Last week felt like real July. And suddenly, I became the Wicked Witch of the West – “I’m melting! I’m melting! Oh, what a world, what a world” (I got a little spoiled by the temperatures this summer). Last week’s still-slightly-lower-than-average-but-somehow-unbearable July temps made me rather averse to turning on the oven or making anything on the range that would require more than 9 minutes of cook time. My menu for the week called for a few slow-cooked dishes, so we popped them onto the grill to see whether we could maintain a consistent temperature while simmering beans or soup.
Smashing success. I will soon post a recipe for simmered pinto beans that is going to change your life.

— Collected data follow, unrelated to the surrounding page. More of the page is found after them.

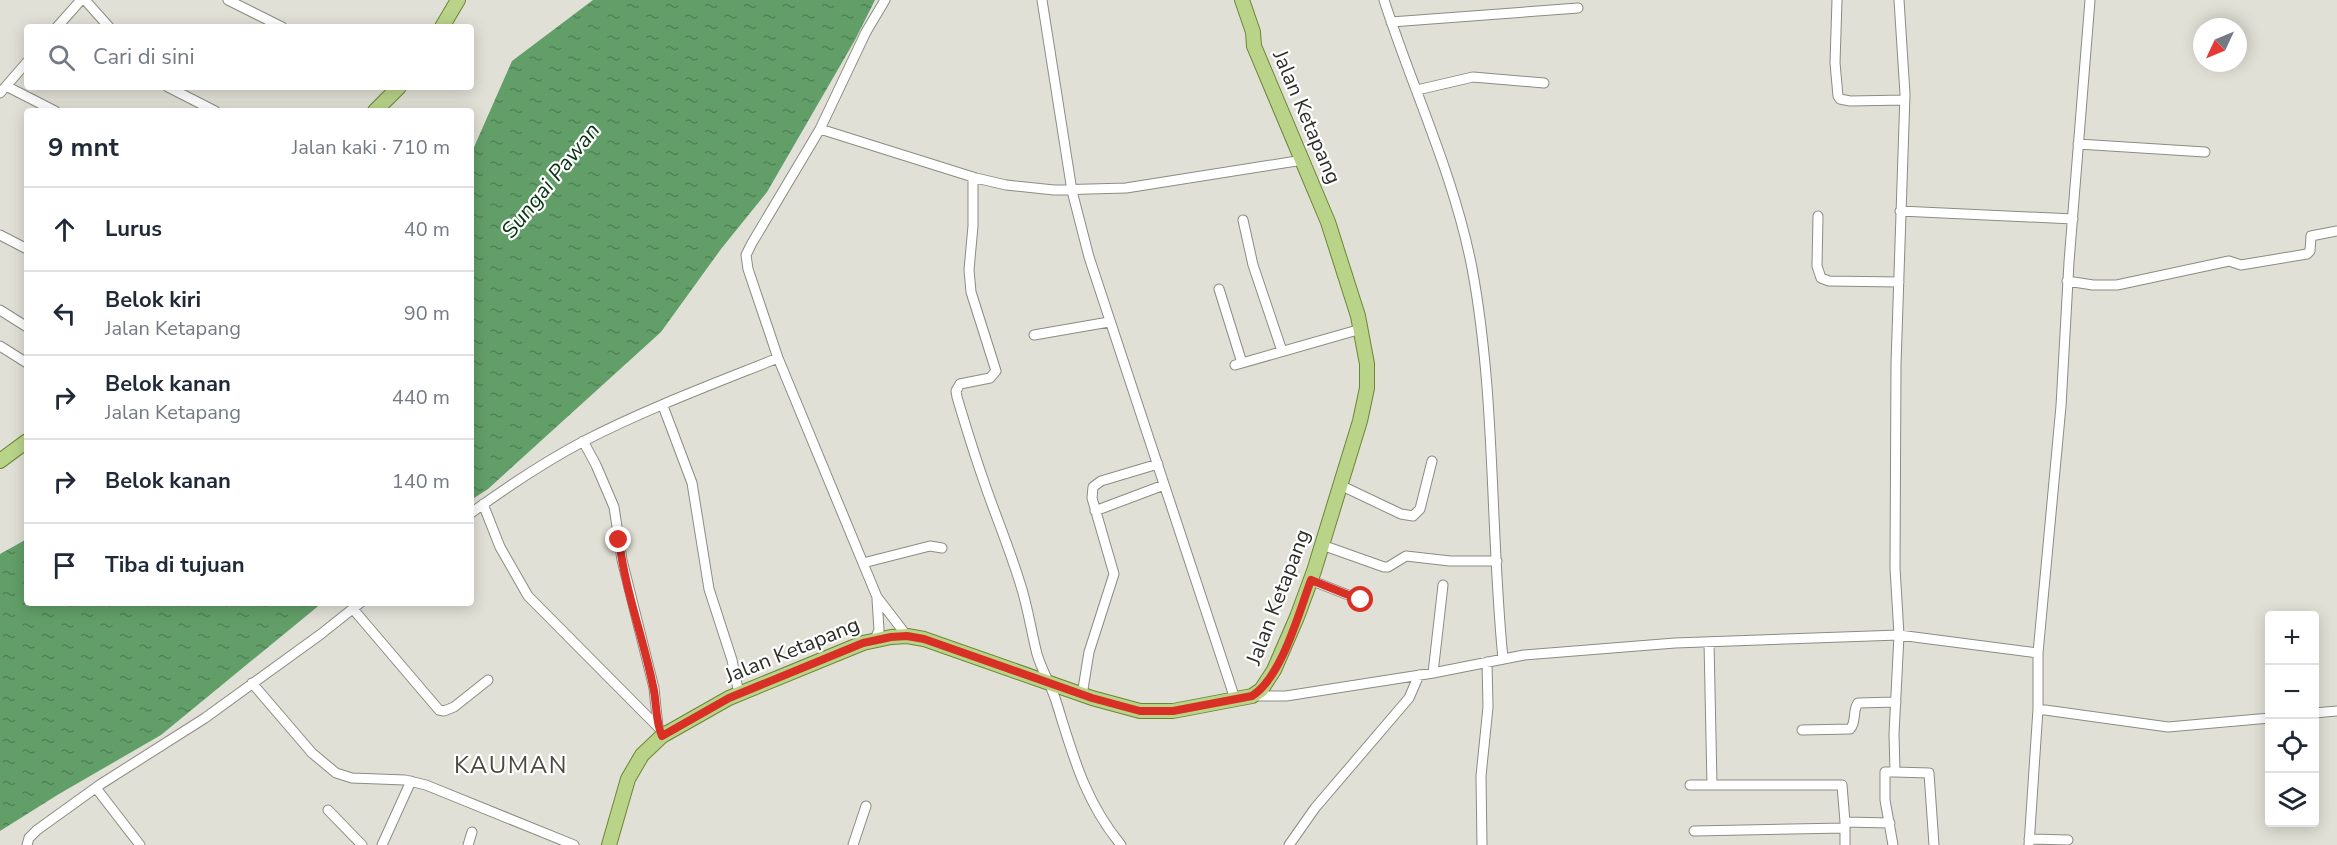 <!DOCTYPE html>
<html lang="id">
<meta charset="utf-8">
<style>
:root{--surface:#fff;--page:#f2f2f3;--text:#1f2937;--muted:#747a83;--line:#e0e1e3}
body{margin:0;font-family:"Nunito Sans",sans-serif;background:var(--page);color:var(--text)}
.controls{position:absolute;right:18px;bottom:18px;display:grid;overflow:hidden;border-radius:6px;box-shadow:0 3px 15px #0003}
.controls button{width:54px;height:54px;display:grid;place-items:center;padding:0;border:0;border-bottom:2px solid var(--line);background:var(--surface);color:var(--text);font:30px sans-serif}
.compass{position:absolute;left:2193px;top:18px;width:54px;height:54px;border-radius:50%;background:var(--surface);box-shadow:0 3px 15px #0003;rotate:226deg}
.stop{position:absolute;width:18px;height:18px;margin:-14px;border:4px solid #d93025;border-radius:50%;background:#fff}
.stop.end{background:#d93025;border-color:#fff;box-shadow:0 2px 6px #0008}
.list{margin:0;padding:0;list-style:none}
h2{display:flex;justify-content:space-between;align-items:center;height:78px;margin:0;padding:0 24px;font-size:26px}
h2 small{font-size:20px;font-weight:400;color:var(--muted)}
.list li{display:grid;grid-template-columns:39px 1fr auto;gap:18px;align-items:center;box-sizing:border-box;height:84px;padding:0 24px;border-top:2px solid var(--line)}
.list b{display:block;font-size:22px;white-space:nowrap}
.list p{margin:0;font-size:20px;white-space:nowrap;color:var(--muted)}
.list em{font-size:20px;font-style:normal;color:var(--muted)}
.icon{flex:none;width:33px;height:33px;fill:none;stroke:currentColor;stroke-width:2;stroke-linecap:round;stroke-linejoin:round}
.map{position:relative;flex:none;width:2337px;height:845px;overflow:hidden}
.search{position:absolute;background:var(--surface);box-shadow:0 3px 15px #0003;left:24px;top:24px;width:450px;height:66px;display:flex;align-items:center;gap:15px;box-sizing:border-box;padding:0 21px;border-radius:6px;color:var(--muted);font-size:22px}
.panel{position:absolute;background:var(--surface);box-shadow:0 3px 15px #0003;left:24px;top:108px;width:450px;height:498px;border-radius:6px}
.map>svg:first-child{display:block}
.water{fill:url(#water-ripples)}
.lines{fill:none;stroke-linecap:round;stroke-linejoin:round}
.street-casing{stroke:#8b8c82;stroke-width:11}
.primary-casing{stroke:#698734;stroke-width:16}
.street{stroke:#fff;stroke-width:9}
.primary{stroke:#b9d489;stroke-width:14}
.route{stroke:#d93025;stroke-width:8}
.labels{text-anchor:middle;stroke-width:4.5;stroke-linejoin:round;paint-order:stroke}
.street-label{font-size:21px;fill:#2d2d29;stroke:#fff}
.water-label{font-size:22px;font-style:italic;fill:#073511;stroke:#fff}
.quarter-label{font-size:24px;letter-spacing:1.5px;fill:#4a4a41;stroke:#fff}
</style>
<div class="map">
<svg width="2337" height="845" viewBox="0 0 2337 845">
<defs>
<pattern id="water-ripples" width="26" height="14" patternUnits="userSpaceOnUse" patternTransform="scale(1.5)"><rect width="26" height="14" fill="#629f68"/><path d="M2 4q2-2 4 0t4 0M15 11q2-2 4 0t4 0" fill="none" stroke="#518256"/></pattern>
</defs>
<rect width="100%" height="100%" fill="#e0e0d6"/>
<!-- water -->
<path class="water" d="M593 0H875L855 40 767 192 721 249 661 332 488 489 471 500V154L512 61Z
M27 539V603H322L161 735 59 794 0 831V554Z"/>
<g class="lines">
<defs>
<path id="street" d="M85 0 109 27
M228 0 282 27
M885 0 866 32 820 129 752 243 746 255 748 269 778 358 877 597 907 636
M1042 0 1072 191 1089 257 1235 699
M1384 0C1413 90 1454 175 1472 268 1496 397 1490 529 1503 659
M1837 0 1835 63 1838 96 1840 99 1850 101 1905 100
M1391 22 1578 8
M57 27 81 0
M6 86 55 111
M168 87 215 111
M1417 90 1473 77 1544 83
M0 93 27 62
M820 129 976 178 1006 185 1054 190 1126 188 1303 160
M2078 144 2205 152
M973 177V226L969 270 971 292 996 371 990 378 960 384 956 391 957 397C965 424 973 450 982 476 994 512 1009 547 1020 583 1028 607 1031 631 1037 654 1042 671 1051 685 1056 701 1073 755 1084 800 1121 845
M1900 211 2073 219
M1818 216 1817 266 1821 278 1829 281 1899 282
M1243 220 1253 265 1282 351
M0 235 27 249
M2067 281 2093 285H2117L2229 261 2241 265 2307 254 2310 251 2311 236 2337 231
M1219 289 1242 363
M0 310 27 327
M1034 335 1109 322
M0 346 27 363
M1235 365 1361 329
M663 406 692 483 709 589 732 660 739 694
M583 441 596 465 614 507 622 560 654 688 658 727
M1340 485 1401 514 1413 516 1420 509 1432 461
M483 504 500 547 528 596 659 728
M1095 511 1164 485
M471 513C507 487 544 462 584 441 646 409 713 384 778 358
M1322 545 1384 567H1388L1406 556 1450 561H1497
M863 563 930 546 942 548
M1310 580 1361 600
M353 609 439 710 444 711 454 707 488 680
M875 639 879 630 877 599
M1709 642 1712 785
M1433 673 1443 585
M252 683 312 753 336 773 352 778 405 780 426 785 574 845
M1082 695 1089 652 1114 574 1092 498 1093 487 1101 481 1158 464
M1252 696H1286L1433 673 1524 655 1675 643 1899 635 2038 653
M2038 709 2168 727 2270 718
M2314 713 2337 711
M1802 730 1850 729C1857 722 1852 711 1858 703L1896 702
M1895 772 1929 773 1934 845
M1690 785H1842L1845 822
M96 788 140 845
M328 810 362 845
M1694 831 1845 828
M2029 839 2068 840
M27 845 29 838 37 830 101 784 205 718 321 634 360 603
M382 845 411 781
M468 845 472 832
M853 845 866 806
M1289 845 1315 808 1409 698 1419 675
M1482 845 1481 776 1488 707 1487 662
M1845 845V822L1890 823
M1893 845 1885 800V772H1895L1894 734 1899 635 1895 568 1896 364 1905 94 1899 0
M2029 845 2038 709V653L2061 406 2069 262 2090 0"/>
<path id="primary" d="M442 27 458 0
M375 111 399 87
M0 461 27 441
M609 845 628 779 642 755 662 736 729 698 863 643 891 637 907 636 924 639 1092 698 1140 711H1173L1252 696 1261 690 1274 670 1297 617 1314 571 1360 421 1367 388V364L1358 316 1328 222 1254 46 1253 32 1242 0"/>
</defs>
<!-- street casing -->
<use href="#street" class="street-casing"/>
<!-- primary casing -->
<use href="#primary" class="primary-casing"/>
<!-- street -->
<use href="#street" class="street"/>
<!-- primary -->
<use href="#primary" class="primary"/>
</g>
<g class="lines">
<!-- route -->
<path class="route" d="M619 540C625 590 643 637 653 686 657 702 655 721 662 736L729 698 863 643 891 637 907 636 924 639 1092 698 1140 711H1173L1252 696C1282 677 1299 612 1311 580L1361 600"/>
</g>
<g class="labels">
<!-- street labels -->
<g class="street-label">
<text transform="translate(1307 117) rotate(67)" y="7">Jalan Ketapang</text>
<text transform="translate(1278 597) rotate(-69)" y="7">Jalan Ketapang</text>
<text transform="translate(792 650) rotate(-22)" y="7">Jalan Ketapang</text>
</g>
<!-- water labels -->
<g class="water-label">
<text transform="translate(550 180) rotate(-51)" y="8">Sungai Pawan</text>
</g>
<!-- quarter labels -->
<g class="quarter-label">
<text x="511" y="773">KAUMAN</text>
</g>
</g>
</svg>
<div class="controls">
<button>+</button>
<button>−</button>
<button><svg class="icon" aria-label="locate" viewBox="0 0 24 24"><circle cx="12" cy="12" r="6"/><path d="M12 2v4M12 18v4M2 12h4M18 12h4"/></svg></button>
<button><svg class="icon" aria-label="layers" viewBox="0 0 24 24"><path d="M12 4l9 5-9 5-9-5zM3 14l9 5 9-5"/></svg></button>
</div>
<svg class="compass" viewBox="-18 -18 36 36"><path d="M0-13l5 13h-10z" fill="#e53935"/><path d="M0 13l5-13h-10z" fill="#747a83"/></svg>
<div class="stop" style="left:1361px;top:600px"></div>
<div class="stop end" style="left:619px;top:540px"></div>
<div class="search"><svg class="icon" aria-label="search" viewBox="0 0 24 24"><circle cx="10" cy="10" r="6"/><path d="M15 15l6 6"/></svg>Cari di sini</div>
<section class="panel">
<h2>9 mnt<small>Jalan kaki · 710 m</small></h2>
<ul class="list">
<li><svg class="icon" aria-label="ahead" viewBox="0 0 24 24"><path d="M12 20V5M6 11l6-6 6 6"/></svg><div><b>Lurus</b></div><em>40 m</em></li>
<li><svg class="icon" aria-label="left" viewBox="0 0 24 24"><path d="M17 20v-9H6M10 6l-5 5 5 5"/></svg><div><b>Belok kiri</b><p>Jalan Ketapang</p></div><em>90 m</em></li>
<li><svg class="icon" aria-label="right" viewBox="0 0 24 24"><path d="M7 20v-9h11M14 6l5 5-5 5"/></svg><div><b>Belok kanan</b><p>Jalan Ketapang</p></div><em>440 m</em></li>
<li><svg class="icon" aria-label="right" viewBox="0 0 24 24"><path d="M7 20v-9h11M14 6l5 5-5 5"/></svg><div><b>Belok kanan</b></div><em>140 m</em></li>
<li><svg class="icon" aria-label="arrive" viewBox="0 0 24 24"><path d="M6 21V4h12l-3 4 3 4H6"/></svg><div><b>Tiba di tujuan</b></div></li>
</ul>
</section>
</div>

Anywho – if you want to move the heat outdoors, you will want a thick cooking vessel – cast iron works perfectly. I’m a little in love with my enameled cast iron dutch oven, especially for cooking on the grill. Turn on the side burners, stick your pan in the middle for some indirect heat, and close the lid. With the burners set on low, our grill maintains a temp of about 350. Keep an eye on the grill temperature the first time you try this – BTUs and ventilation vary, so every grill will be a little different. This is not a technique that lends itself to dishes that need a precise temperature for a specific amount of time. Stews, beans, and other slow-cooking meals are great on the grill.